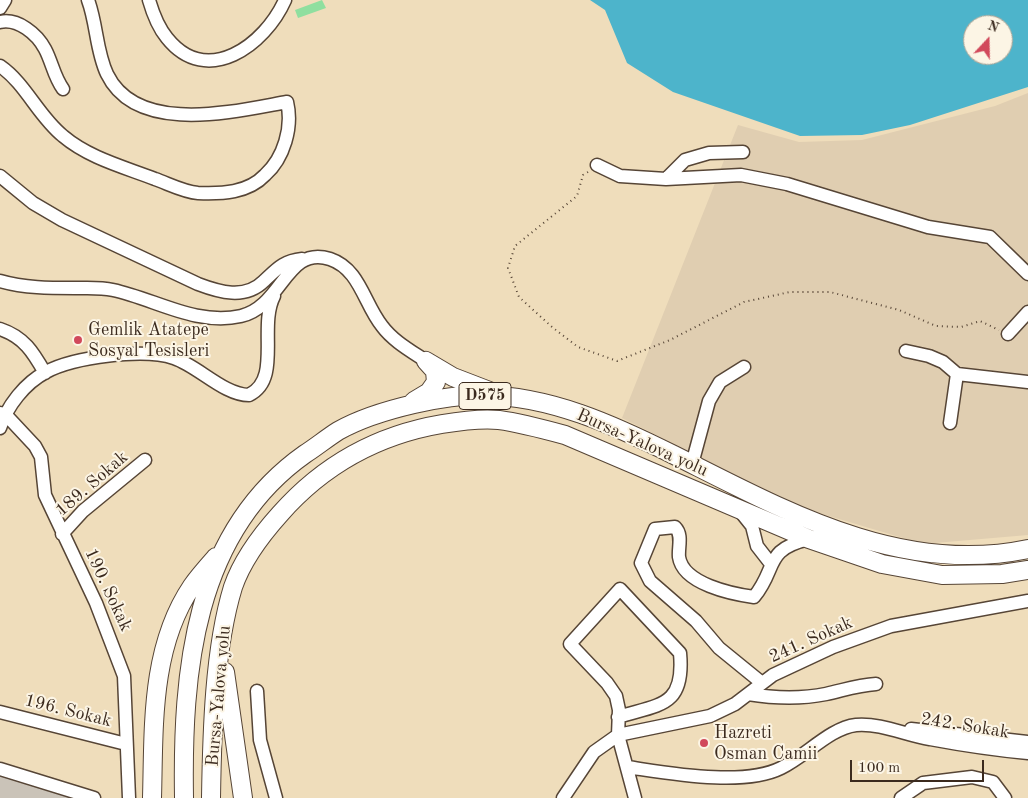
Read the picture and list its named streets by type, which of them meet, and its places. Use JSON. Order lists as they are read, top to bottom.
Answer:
{
  "streets": {
    "highway": ["D575", "Bursa-Yalova yolu"],
    "street": [
      "189. Sokak",
      "190. Sokak",
      "241. Sokak",
      "196. Sokak",
      "242. Sokak"
    ]
  },
  "crossings": [
    ["189. Sokak", "190. Sokak"],
    ["190. Sokak", "196. Sokak"]
  ],
  "places": ["Gemlik Atatepe Sosyal Tesisleri", "Hazreti Osman Camii"],
  "scale_bar": "100 m",
  "north": "top"
}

◇ ◇ ◇ ◇ ◇ ◇ ◇

### [Required work]
Pictures in the records must not appear in the copy; transcribe everything else precisely.

### [Expected output]
Read the picture and list its named streets by type, which of them meet, and its places. Use JSON. Order lists as they are read, top to bottom.
Answer:
{
  "streets": {
    "highway": ["D575", "Bursa-Yalova yolu"],
    "street": [
      "189. Sokak",
      "190. Sokak",
      "241. Sokak",
      "196. Sokak",
      "242. Sokak"
    ]
  },
  "crossings": [
    ["189. Sokak", "190. Sokak"],
    ["190. Sokak", "196. Sokak"]
  ],
  "places": ["Gemlik Atatepe Sosyal Tesisleri", "Hazreti Osman Camii"],
  "scale_bar": "100 m",
  "north": "top"
}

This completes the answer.